PETITE LEÇON D’HISTOIRE
Connaissez-vous John Maynard Keynes? Il s’agit d’un économiste ayant vécu entre 1883 et 1946, fondateur du « Keynésianisme », une école de pensée économique qui lui sera attribuée. Il a eu un impact important sur les politiques mises en place par Franklin Delano Roosevelt après le crash boursier de 1929: le New Deal. Ce plan misait sur l’augmentation des dépenses de l’état pour tisser le filet social et ainsi redynamiser l’économie.
Les opposants au Keynésianisme suivent généralement la pensée monétariste de Milton Friedman (1912-2006) ou l’économiste libertarien Friedrich Hayek (1899-1992). Le premier suggère que la quantité de monnaie dans l’économie doit croître à un rythme stable plutôt que de façon brusque comme les Keynésiens le suggère. Le second suggère que l’intervention de l’état dans l’économie est nuisible et doit être évité au maximum pour le bien-être de la collectivité. Tout un contraste avec l’invention de la banque centrale et du gouvernement pour les Keynésiens. Dans les dernières années, ces deux économistes sont souvent nommés pour justifier que le bitcoin devrait remplacer le système monétaire: avoir une croissance prévisible du stock de monnaie (Friedman) et limiter l’intervention gouvernementale/de la banque centrale (Hayek).
M. Keynes est connu pour avoir dit la célèbre citation: « À long terme, nous sommes tous morts » (in the long run, we are all dead). Cette phrase a été dite, à mon sens, pour narguer les économistes de l’époque qui prônaient le laisser-faire. Une conclusion souvent utilisée par les économistes de l’époque était qu’à « long terme » tout allait se régler sans pour autant préciser le moment. La majorité des économistes de l’époque croyait que l’économie était une machine parfaitement huilée, qu’elle était la seule capable de se remettre sur le droit de chemin et que l’intervention gouvernementale était futile et même nuisible. Le coeur de la théorie du laisser-faire est que les agents économiques (les humains), sont parfaitement rationnels et savent ce qui est mieux pour eux.
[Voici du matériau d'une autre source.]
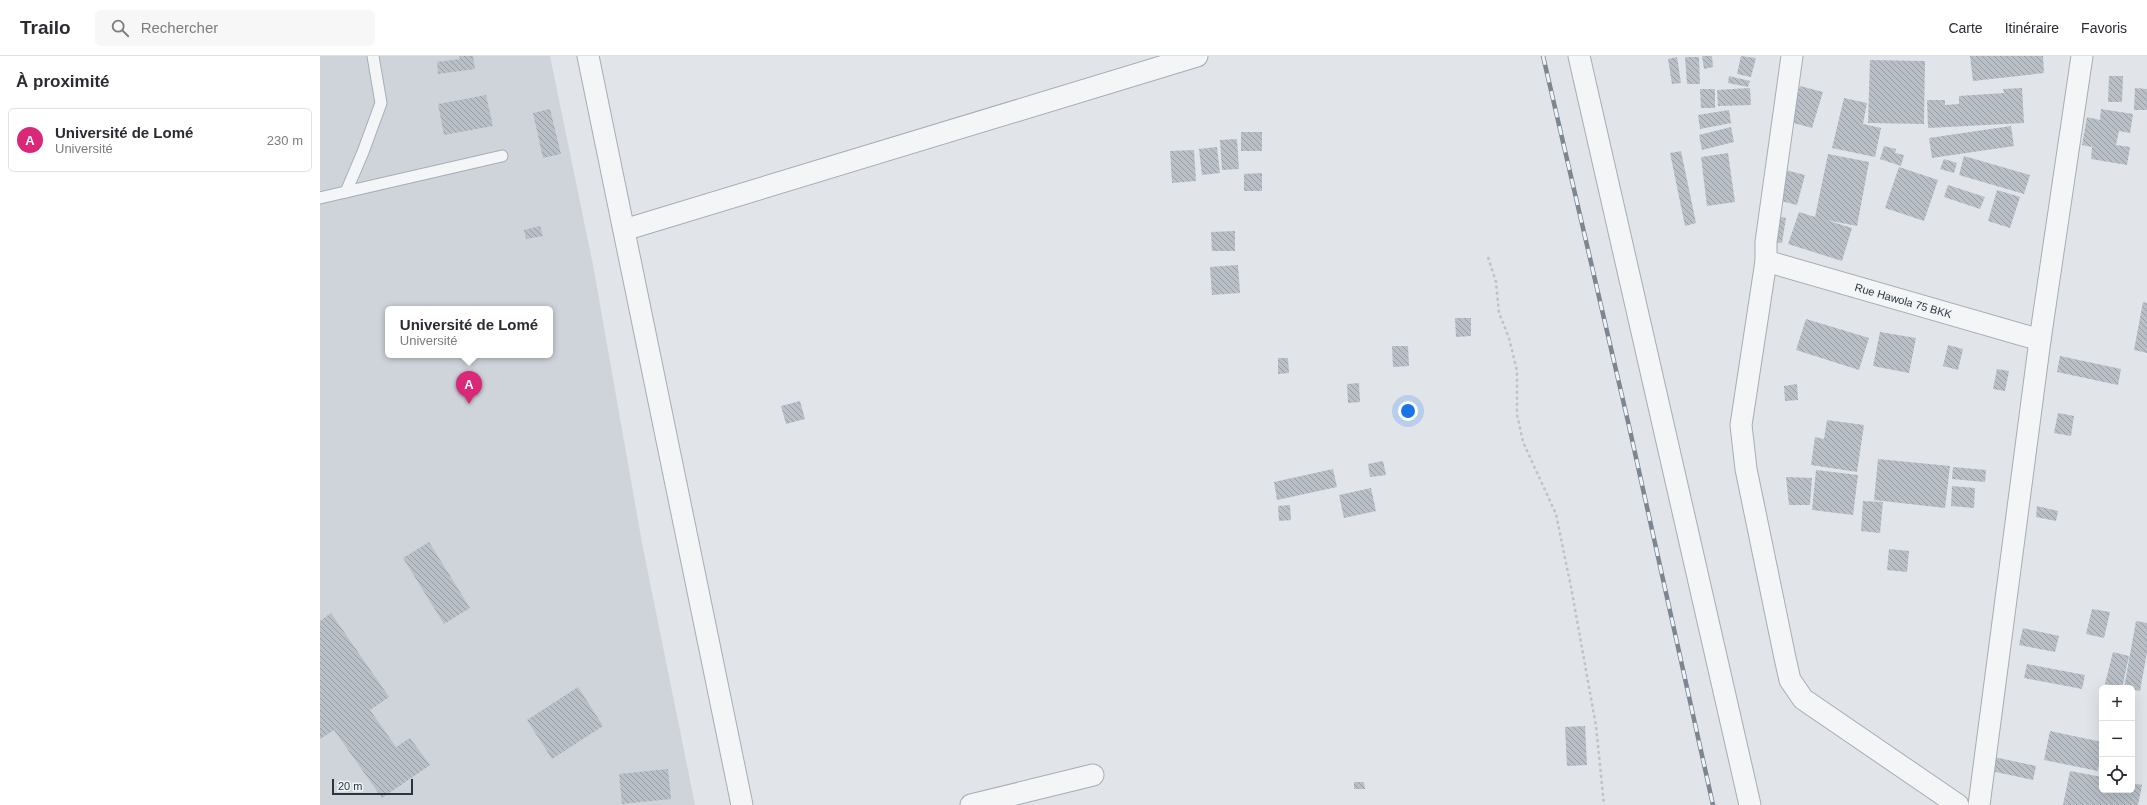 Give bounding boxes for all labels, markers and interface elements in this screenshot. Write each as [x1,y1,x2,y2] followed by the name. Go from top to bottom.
[95,10,375,46] search box
[20,17,71,38] text: Trailo
[109,17,131,39] icon: search
[141,19,218,36] text: Rechercher
[1948,20,1983,36] text: Carte
[2005,20,2059,36] text: Itinéraire
[2081,20,2127,36] text: Favoris
[16,72,110,91] text: À proximité
[55,124,193,141] text: Université de Lomé
[25,133,35,148] text: A
[267,133,303,148] text: 230 m
[55,141,113,156] text: Université
[1854,281,1954,320] street label: Rue Hawola 75 BKK
[385,306,553,358] popup
[400,316,538,333] text: Université de Lomé
[400,333,458,348] text: Université
[456,371,482,404] pin: A
[1398,401,1418,421] your location
[2099,685,2135,793] map controls
[2099,685,2135,721] button: +
[2099,721,2135,757] button: −
[2099,757,2135,793] button: locate
[332,777,413,796] scale bar
[338,780,362,792] text: 20 m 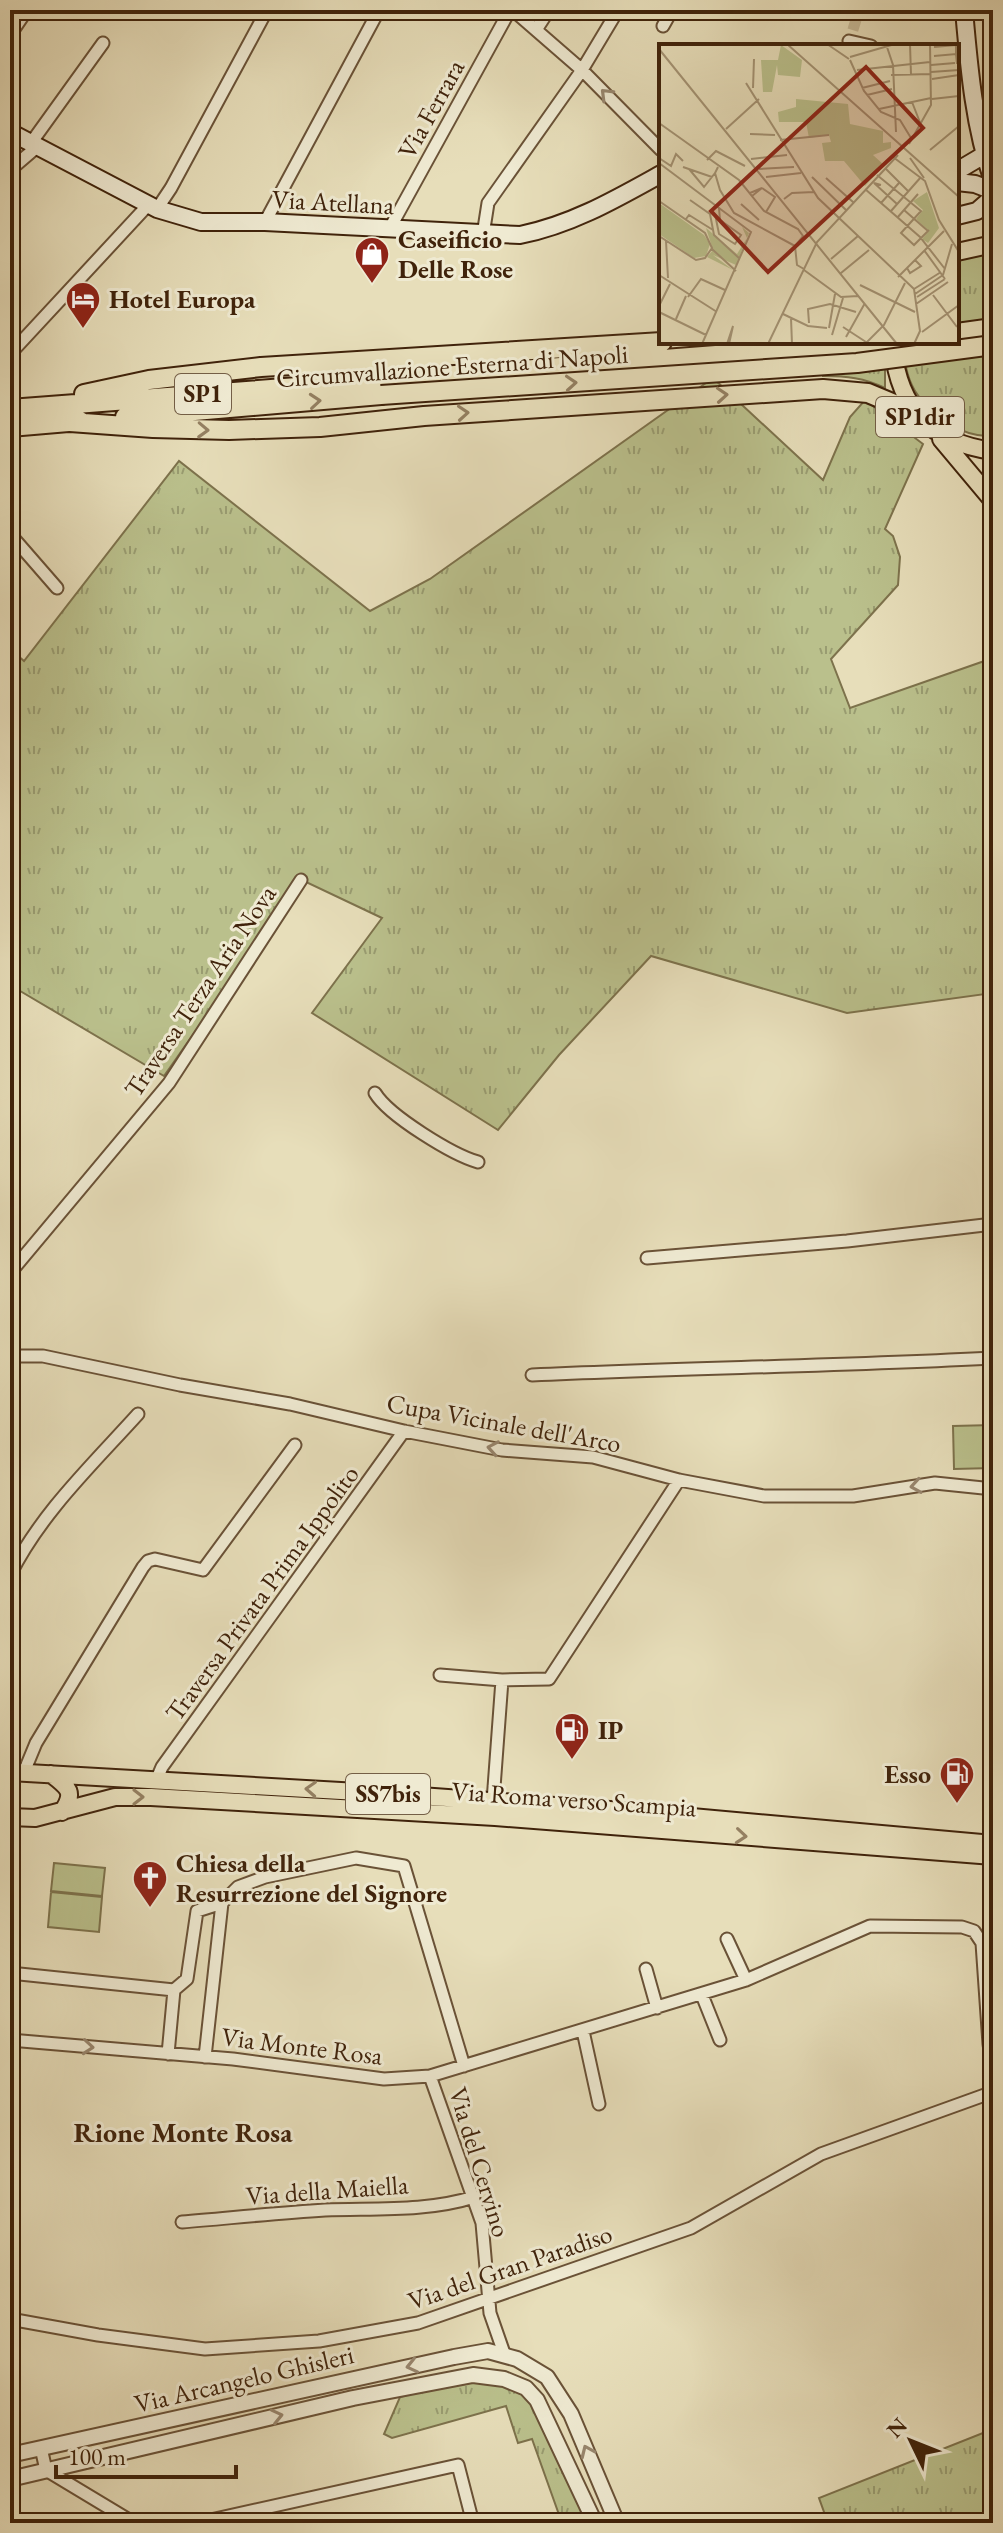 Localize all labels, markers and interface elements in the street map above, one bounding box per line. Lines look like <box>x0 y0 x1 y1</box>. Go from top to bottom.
inset map <box>659 44 959 344</box>
street label: Via Ferrara <box>390 53 472 165</box>
one-way arrow <box>601 89 615 103</box>
street label: Via Atellana <box>271 182 396 222</box>
place label: Caseificio Delle Rose <box>398 222 513 286</box>
shop icon: Caseificio Delle Rose <box>353 235 391 285</box>
hotel icon: Hotel Europa <box>64 280 102 330</box>
place label: Hotel Europa <box>109 282 256 316</box>
street label: Circumvallazione Esterna di Napoli <box>275 337 629 395</box>
road number: SP1 <box>175 374 231 414</box>
one-way arrow <box>565 375 578 392</box>
one-way arrow <box>716 387 729 404</box>
one-way arrow <box>309 393 322 410</box>
road number: SP1dir <box>876 397 964 437</box>
one-way arrow <box>457 405 470 422</box>
one-way arrow <box>197 421 210 438</box>
street label: Traversa Terza Aria Nova <box>116 878 284 1104</box>
street label: Cupa Vicinale dell'Arco <box>384 1386 624 1460</box>
one-way arrow <box>486 1440 500 1457</box>
street label: Traversa Privata Prima Ippolito <box>158 1458 366 1728</box>
one-way arrow <box>909 1477 922 1494</box>
fuel station icon: IP <box>553 1711 591 1761</box>
place label: IP <box>598 1713 623 1747</box>
fuel station icon: Esso <box>938 1755 976 1805</box>
place label: Esso <box>884 1757 931 1791</box>
street label: Via Roma verso Scampia <box>450 1773 698 1825</box>
road number: SS7bis <box>346 1774 430 1814</box>
one-way arrow <box>304 1781 317 1798</box>
one-way arrow <box>132 1788 145 1806</box>
one-way arrow <box>735 1827 748 1844</box>
place label: Chiesa della Resurrezione del Signore <box>176 1846 447 1910</box>
church icon: Chiesa della Resurrezione del Signore <box>131 1859 169 1909</box>
street label: Via Monte Rosa <box>219 2019 385 2073</box>
one-way arrow <box>82 2038 95 2055</box>
street label: Via del Cervino <box>441 2083 519 2241</box>
district label: Rione Monte Rosa <box>74 2114 293 2150</box>
street label: Via della Maiella <box>245 2167 410 2213</box>
street label: Via del Gran Paradiso <box>403 2216 617 2318</box>
street label: Via Arcangelo Ghisleri <box>131 2337 357 2421</box>
one-way arrow <box>405 2357 419 2374</box>
north arrow <box>871 2401 951 2481</box>
one-way arrow <box>269 2408 283 2425</box>
text: N <box>880 2411 914 2444</box>
scale bar <box>56 2429 236 2479</box>
text: 100 m <box>68 2441 126 2472</box>
one-way arrow <box>580 2445 596 2459</box>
En regardant les crises de 2008 et 2020, le lègue de M. Keynes est bien visible. L’intervention synchronisée des banques centrales et des gouvernements pour relancer l’économie est mis de l’avant, un élément différenciateur du courant de pensée Keynésien.
COMMENT CELA S’APPLIQUE À L’INVESTISSEMENT?
J’aime bien la citation. Bien que son utilisation initiale soit pour des raisons économiques, on peut en déduire un paquet de choses. Il s’agit avant tout d’un puissant rappel de notre mortalité. Nous n’avons pas une éternité devant nous. Un appel au présent plutôt que le futur.
Je pense que sa 2e utilisation la plus convaincante est dans le domaine de l’investissement. Tout comme les économistes, les investisseurs aiment penser qu’à « long terme » tout va se régler par magie.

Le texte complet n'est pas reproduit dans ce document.